Власть, кажется, научилась понимать, что когда приходит пожар, он не разбирает, где "Барвиха Village", а где выгоревшее дотла — 341 дом как языком слизало! — село Верхняя Верея. И на какой тачке ты тащишься сквозь объятый пламенем лес. И лежит ли в твоем портмоне платиновая Visa: ею удобно будет скрести твой пепел в кучку.
Ветер веет, где хочет. И гарью "шоколадные детки" дышат той же. И зной жжет одинаково, потому что кожа твоя ничем не лучше моей, даже если тебя натирали филиппинки в спа.
И если ты не желаешь, чтоб твой $5.211.000-й особняк в Подушкино — парковый ландшафт, беседка, барбекю, дом охраны, все люстры и светильники "Svarovski", бильярдная, кинотеатр, кабинет в мансарде — вспыхнул яркой свечкой на радость космонавтам с МКС, то на пути стихии должен ты встать у деревни Тамболес.
Нужно вытащить свое хладное тело из кабинета в мансарде — и вернуться, наконец, в общую Россию, к народу.
Только вот хватать ведра и тазики, мешаясь под ногами пожарных, не надо. Ты и тазики — смешно. Лучше возьми свою Visa и потрать немного бабла не на новый светильник — света тут хоть отбавляй — а на пару надежных пожарных машин для МЧС. А вместо новой дачки в Черногории — отстрой лучше сгнившее пожарное училище. И чем меряться с принцем Чарльзом, приценяясь к членству в гольф-клубе, скинься с мужиками и закажи Бекмамбетову блокбастер про русского спасателя: пусть русские детишки такими же захотят стать. Может, и твои детишки тоже.
А Черногория и гольф-клуб — подождут. Вот сгорят и подождут. Там ведь тоже бывают пожары и извержения, только никто тебе там не поможет. Потому что там про тебя всё знают, и когда придет срок, то оберут тебя как липку или подымут на вилы, в зависимости от культурных традиций. И только в России незнакомая тетка-погорелец протянет тебе, несчастному, бидон воды из колонки. А мужик, потерявший всё, нальет стакан запить общее горе.

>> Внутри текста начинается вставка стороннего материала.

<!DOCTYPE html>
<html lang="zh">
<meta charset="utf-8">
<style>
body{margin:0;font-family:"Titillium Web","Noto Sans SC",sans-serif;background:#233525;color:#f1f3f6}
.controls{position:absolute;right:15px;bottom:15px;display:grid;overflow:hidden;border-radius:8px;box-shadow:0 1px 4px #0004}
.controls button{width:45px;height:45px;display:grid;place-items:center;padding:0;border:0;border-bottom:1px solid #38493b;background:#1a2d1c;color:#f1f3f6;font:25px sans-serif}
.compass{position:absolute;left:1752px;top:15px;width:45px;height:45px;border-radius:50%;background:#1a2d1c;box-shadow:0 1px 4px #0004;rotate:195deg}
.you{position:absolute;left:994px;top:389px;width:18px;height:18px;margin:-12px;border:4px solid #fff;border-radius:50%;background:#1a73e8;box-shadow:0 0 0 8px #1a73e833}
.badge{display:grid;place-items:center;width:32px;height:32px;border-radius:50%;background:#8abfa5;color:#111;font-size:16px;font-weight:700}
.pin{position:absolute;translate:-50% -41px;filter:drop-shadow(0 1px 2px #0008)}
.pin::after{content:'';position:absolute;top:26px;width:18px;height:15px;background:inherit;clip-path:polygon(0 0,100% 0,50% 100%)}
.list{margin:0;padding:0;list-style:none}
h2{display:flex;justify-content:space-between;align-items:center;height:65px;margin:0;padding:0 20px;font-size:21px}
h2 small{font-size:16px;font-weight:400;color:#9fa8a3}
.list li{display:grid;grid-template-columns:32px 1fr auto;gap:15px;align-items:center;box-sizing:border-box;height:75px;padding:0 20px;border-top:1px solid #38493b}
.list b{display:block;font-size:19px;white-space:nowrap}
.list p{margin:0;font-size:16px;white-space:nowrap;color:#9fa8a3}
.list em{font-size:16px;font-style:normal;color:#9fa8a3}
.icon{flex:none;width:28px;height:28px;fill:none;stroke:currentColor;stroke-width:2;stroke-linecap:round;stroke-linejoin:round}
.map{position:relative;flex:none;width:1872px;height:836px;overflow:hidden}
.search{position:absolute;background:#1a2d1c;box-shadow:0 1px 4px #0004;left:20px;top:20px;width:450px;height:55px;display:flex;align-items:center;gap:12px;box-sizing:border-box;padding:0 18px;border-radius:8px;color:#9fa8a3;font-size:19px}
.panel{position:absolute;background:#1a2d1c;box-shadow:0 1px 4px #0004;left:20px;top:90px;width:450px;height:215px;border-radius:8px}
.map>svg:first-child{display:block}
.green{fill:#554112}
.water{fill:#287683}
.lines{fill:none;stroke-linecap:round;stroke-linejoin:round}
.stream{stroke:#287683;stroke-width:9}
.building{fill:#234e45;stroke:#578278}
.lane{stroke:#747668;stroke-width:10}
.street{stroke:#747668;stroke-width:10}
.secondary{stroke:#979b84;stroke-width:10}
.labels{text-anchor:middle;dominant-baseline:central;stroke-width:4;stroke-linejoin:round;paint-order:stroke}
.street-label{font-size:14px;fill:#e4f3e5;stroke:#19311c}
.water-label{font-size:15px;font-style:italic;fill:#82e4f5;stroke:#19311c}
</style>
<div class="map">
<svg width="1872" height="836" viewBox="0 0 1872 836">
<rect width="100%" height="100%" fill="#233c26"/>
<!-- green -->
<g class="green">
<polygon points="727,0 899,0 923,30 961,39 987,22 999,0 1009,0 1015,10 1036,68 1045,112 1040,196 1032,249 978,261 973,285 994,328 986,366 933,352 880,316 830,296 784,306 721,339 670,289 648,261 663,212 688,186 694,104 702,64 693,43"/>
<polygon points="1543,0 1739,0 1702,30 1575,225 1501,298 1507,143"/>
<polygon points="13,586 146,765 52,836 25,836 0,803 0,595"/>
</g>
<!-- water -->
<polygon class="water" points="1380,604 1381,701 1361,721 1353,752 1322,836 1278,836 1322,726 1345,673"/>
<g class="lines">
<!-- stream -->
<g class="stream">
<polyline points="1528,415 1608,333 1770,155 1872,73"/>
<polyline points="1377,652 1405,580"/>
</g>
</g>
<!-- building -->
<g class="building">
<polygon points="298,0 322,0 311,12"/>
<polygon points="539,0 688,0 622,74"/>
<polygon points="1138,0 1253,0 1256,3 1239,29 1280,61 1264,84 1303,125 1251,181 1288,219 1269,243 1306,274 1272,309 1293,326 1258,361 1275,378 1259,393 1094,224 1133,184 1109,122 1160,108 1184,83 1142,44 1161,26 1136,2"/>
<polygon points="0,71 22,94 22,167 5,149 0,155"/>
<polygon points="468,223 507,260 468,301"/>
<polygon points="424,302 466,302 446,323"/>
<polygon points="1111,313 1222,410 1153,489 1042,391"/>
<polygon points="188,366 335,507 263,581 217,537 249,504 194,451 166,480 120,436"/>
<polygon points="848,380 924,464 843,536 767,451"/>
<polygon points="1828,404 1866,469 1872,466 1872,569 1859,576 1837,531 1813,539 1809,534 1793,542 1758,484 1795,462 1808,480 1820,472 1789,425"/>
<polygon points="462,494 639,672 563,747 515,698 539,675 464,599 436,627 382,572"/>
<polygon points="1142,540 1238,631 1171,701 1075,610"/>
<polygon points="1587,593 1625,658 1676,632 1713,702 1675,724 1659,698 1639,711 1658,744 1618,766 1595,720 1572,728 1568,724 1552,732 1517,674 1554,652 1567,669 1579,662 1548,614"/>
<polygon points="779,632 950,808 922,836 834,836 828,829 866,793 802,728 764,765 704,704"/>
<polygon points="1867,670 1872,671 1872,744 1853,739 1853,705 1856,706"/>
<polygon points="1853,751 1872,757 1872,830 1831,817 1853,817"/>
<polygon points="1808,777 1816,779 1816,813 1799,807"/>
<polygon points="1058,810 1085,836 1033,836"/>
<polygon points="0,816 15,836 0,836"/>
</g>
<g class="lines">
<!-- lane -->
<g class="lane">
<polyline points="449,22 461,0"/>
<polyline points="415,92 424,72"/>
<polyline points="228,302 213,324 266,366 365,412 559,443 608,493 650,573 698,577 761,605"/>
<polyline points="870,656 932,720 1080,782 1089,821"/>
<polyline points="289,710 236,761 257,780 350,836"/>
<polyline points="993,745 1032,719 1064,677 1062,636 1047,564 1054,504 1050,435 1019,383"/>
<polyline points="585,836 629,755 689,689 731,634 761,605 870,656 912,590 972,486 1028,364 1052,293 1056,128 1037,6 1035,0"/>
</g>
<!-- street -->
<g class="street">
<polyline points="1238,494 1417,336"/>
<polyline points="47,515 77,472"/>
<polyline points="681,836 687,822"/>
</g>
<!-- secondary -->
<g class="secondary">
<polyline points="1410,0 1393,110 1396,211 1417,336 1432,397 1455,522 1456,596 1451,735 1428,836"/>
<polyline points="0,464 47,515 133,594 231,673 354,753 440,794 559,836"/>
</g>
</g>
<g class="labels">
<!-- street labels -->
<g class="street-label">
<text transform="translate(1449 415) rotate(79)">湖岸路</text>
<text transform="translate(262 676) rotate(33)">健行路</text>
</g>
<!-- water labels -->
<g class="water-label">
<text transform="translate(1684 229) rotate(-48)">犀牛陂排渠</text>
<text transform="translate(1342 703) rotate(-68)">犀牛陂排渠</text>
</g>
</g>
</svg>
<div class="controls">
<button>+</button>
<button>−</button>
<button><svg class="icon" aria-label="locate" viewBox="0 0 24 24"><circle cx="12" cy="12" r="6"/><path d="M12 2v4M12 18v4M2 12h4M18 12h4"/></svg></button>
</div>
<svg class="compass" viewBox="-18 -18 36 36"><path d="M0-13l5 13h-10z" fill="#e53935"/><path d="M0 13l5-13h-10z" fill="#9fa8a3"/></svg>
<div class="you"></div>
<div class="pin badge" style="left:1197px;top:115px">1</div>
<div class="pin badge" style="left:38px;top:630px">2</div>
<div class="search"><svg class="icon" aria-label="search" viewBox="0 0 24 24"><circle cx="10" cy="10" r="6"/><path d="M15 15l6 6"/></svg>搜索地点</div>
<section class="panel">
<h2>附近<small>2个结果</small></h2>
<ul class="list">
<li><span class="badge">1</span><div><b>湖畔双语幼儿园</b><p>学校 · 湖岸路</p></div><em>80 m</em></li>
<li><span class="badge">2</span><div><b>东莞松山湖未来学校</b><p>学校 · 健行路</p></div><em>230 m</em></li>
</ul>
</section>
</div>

А я... Я успел полюбить эту жару. На улице плюс 36 и 6 — мир стал подобен человеку, к нему уже возможны чувства. Я приноровился к жаре, пообтерся. Мы любовники, я шепчу ей ласково: милая моя, отпусти...

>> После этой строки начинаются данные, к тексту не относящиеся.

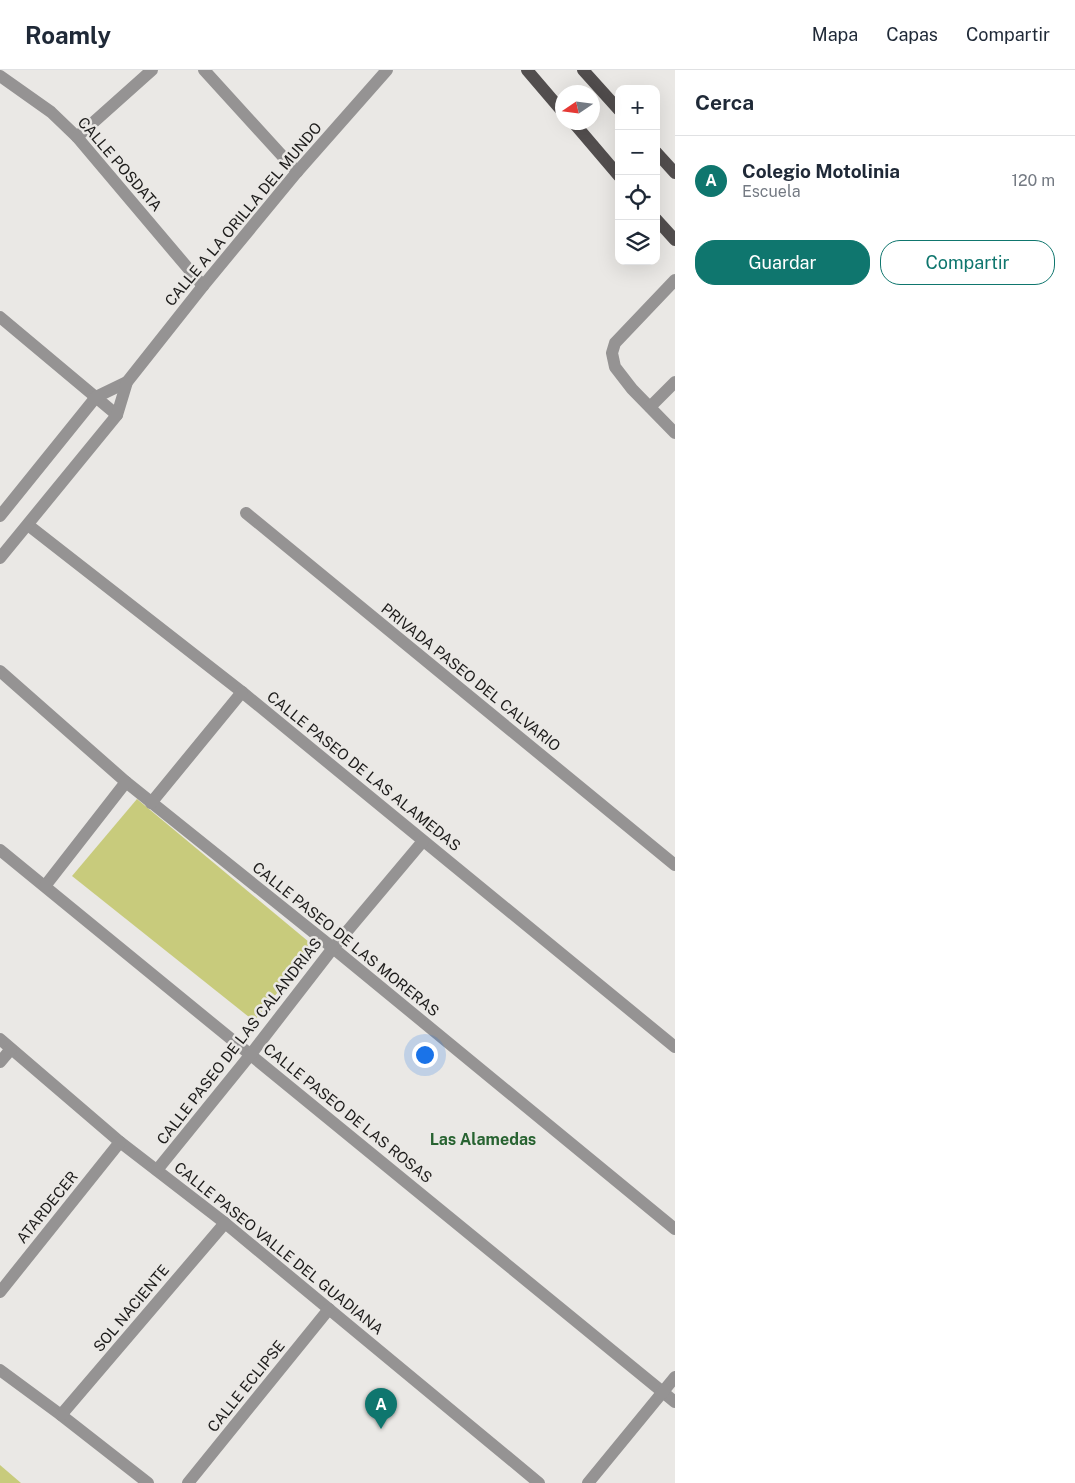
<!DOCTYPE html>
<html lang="es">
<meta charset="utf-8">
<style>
body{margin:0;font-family:"Public Sans",sans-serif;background:#f6f6f7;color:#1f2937}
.controls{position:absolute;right:15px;top:15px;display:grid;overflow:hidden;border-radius:10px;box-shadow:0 5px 20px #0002}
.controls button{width:45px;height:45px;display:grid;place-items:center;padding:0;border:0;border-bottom:1px solid #e0e1e3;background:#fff;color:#1f2937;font:25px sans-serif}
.compass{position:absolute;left:555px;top:15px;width:45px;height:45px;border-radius:50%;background:#fff;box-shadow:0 5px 20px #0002;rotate:257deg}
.you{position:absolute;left:424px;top:984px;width:18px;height:18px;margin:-12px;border:4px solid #fff;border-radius:50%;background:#1a73e8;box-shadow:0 0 0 8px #1a73e833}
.badge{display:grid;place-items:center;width:32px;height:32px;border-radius:50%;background:#0f766e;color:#fff;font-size:16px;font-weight:700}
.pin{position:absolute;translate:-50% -41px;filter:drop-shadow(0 1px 2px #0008)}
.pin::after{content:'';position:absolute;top:26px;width:18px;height:15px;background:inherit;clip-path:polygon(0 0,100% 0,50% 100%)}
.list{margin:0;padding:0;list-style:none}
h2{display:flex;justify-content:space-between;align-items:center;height:65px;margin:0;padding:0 20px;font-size:21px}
h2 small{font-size:16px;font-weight:400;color:#747a83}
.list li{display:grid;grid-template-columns:32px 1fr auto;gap:15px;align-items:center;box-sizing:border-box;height:90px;padding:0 20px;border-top:1px solid #e0e1e3}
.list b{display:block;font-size:19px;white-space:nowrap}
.list p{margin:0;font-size:16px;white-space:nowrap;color:#747a83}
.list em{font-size:16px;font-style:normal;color:#747a83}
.actions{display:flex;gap:10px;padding:15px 20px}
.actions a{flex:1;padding:11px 0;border:1px solid #0f766e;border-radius:20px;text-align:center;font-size:18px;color:#0f766e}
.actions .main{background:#0f766e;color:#fff}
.icon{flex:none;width:28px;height:28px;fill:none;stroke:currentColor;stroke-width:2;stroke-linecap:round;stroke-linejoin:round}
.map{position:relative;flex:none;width:675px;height:1413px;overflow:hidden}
header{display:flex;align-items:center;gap:30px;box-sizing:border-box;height:70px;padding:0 25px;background:#fff;border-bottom:1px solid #e0e1e3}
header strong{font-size:24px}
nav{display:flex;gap:28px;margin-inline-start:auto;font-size:18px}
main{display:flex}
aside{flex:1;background:#fff}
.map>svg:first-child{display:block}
</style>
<header>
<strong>Roamly</strong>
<nav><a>Mapa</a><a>Capas</a><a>Compartir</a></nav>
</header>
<main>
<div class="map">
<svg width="675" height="1413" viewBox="0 0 675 1413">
<rect width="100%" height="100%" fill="#eae8e5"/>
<g fill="#c8cb7c">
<polygon points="137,729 315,877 254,951 72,806"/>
<polygon points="0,1395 21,1413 0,1413"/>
</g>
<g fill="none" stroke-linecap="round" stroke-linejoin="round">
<g stroke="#959393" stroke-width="12">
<polyline points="204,0 297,102"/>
<polyline points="0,6 51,42 77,67 203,216"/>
<polyline points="77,67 152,0"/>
<polyline points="675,210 615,273 612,283 615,297 632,319 675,363"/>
<polyline points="0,247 117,345"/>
<polyline points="650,337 675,312"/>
<polyline points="246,443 675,795"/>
<polyline points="0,446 96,327 127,312"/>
<polyline points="28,455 242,622 675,977"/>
<polyline points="0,488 117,345 127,312 203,216 297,102 387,0"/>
<polyline points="0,601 126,712 333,878 675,1159"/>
<polyline points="151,733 242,622"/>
<polyline points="0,780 675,1332"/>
<polyline points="45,816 126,712"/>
<polyline points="0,969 120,1072 225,1153 539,1413"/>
<polyline points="0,992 11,979"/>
<polyline points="157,1100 251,984 333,878 423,771"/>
<polyline points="0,1222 120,1072"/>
<polyline points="0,1300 61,1345 148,1413"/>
<polyline points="61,1345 225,1153"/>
<polyline points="188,1413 329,1239"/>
<polyline points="588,1413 675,1307"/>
</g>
<g stroke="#524e4e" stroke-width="12">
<polyline points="527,0 562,41"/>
<polyline points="583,0 619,40"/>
<polyline points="573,52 619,106"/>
<polyline points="656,82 675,103"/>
<polyline points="656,149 675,170"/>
</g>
</g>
<g text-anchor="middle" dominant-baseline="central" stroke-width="5" stroke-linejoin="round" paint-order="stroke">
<g font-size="15" fill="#1d1c1b" stroke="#eae8e5">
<text transform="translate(120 94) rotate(49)">CALLE POSDATA</text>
<text transform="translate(243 144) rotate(-50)">CALLE A LA ORILLA DEL MUNDO</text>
<text transform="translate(471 607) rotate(39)">PRIVADA PASEO DEL CALVARIO</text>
<text transform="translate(364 701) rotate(39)">CALLE PASEO DE LAS ALAMEDAS</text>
<text transform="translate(346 869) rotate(39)">CALLE PASEO DE LAS MORERAS</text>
<text transform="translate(239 971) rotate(-52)">CALLE PASEO DE LAS CALANDRIAS</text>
<text transform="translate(348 1043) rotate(39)">CALLE PASEO DE LAS ROSAS</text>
<text transform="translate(47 1137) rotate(-51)">ATARDECER</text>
<text transform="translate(279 1178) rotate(39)">CALLE PASEO VALLE DEL GUADIANA</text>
<text transform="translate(131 1238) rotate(-50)">SOL NACIENTE</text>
<text transform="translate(246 1316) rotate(-51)">CALLE ECLIPSE</text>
</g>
<g font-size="16" font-weight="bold" fill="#286331" stroke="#eae8e5">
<text x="483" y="1069">Las Alamedas</text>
</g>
</g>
</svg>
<div class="controls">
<button>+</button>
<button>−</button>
<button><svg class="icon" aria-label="locate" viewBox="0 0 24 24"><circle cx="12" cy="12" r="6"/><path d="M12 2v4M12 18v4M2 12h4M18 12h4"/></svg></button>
<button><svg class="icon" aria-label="layers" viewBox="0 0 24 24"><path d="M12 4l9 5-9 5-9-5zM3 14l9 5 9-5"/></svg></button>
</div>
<svg class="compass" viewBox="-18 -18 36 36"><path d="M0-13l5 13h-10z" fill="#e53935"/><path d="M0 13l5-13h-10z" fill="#747a83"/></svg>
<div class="you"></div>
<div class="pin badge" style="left:381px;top:1359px">A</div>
</div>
<aside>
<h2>Cerca<small></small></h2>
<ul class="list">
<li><span class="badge">A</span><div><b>Colegio Motolinia</b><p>Escuela</p></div><em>120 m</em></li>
</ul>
<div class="actions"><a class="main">Guardar</a><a>Compartir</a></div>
</aside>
</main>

Я ощущаю себя пустым сосудом, шарниром, проводником: я своим мокрым от пота телом остужаю этот мир. Я передатчик, я шестеренка, я звено. Сквозь меня проносится жар времен. Тише, тише скачи, неугомонный.
Я — Ной. Ко мне в квартиру через открытое окно влетают спасаться насекомые: то муха, то бабочка. Я выбираю, кого взять в бездымное будущее. Дома у меня терпимо, за окном — Аустерлиц. Осталось понять, на чьей я стороне. Пушки, дымы, завеса, чье-то наступление. Я — штаб Багратиона. Я — флагман Нельсона. Я — Эльдорадо. В такой пустоте я — единственная величина. Седой мир притушил свой облик, мне приходится играть в одиночку.
Рында — как дверной колокольчик: ко мне определенно хочет кто-то ворваться. Мгла — как глобальная ложь: мир, как мы его знаем, растворился в политкорректной теплой серости. Гарь — как предвестник чьего-то сытного обеда. В такой пелене все мои выстрелы — в молоко. Откопают ли нас когда-нибудь, как Помпеи?
Поджаренный мир очумел, растерял причины и следствия. Как в бане нет иерархий, так и в пекле этом не наблюдается смысла. Химкинский лес должен быть сожжен — вот нулевой вариант, выгодный всем.
В неверных сумерках без тени, посреди пустоты, вот так и зачинаются новые миры.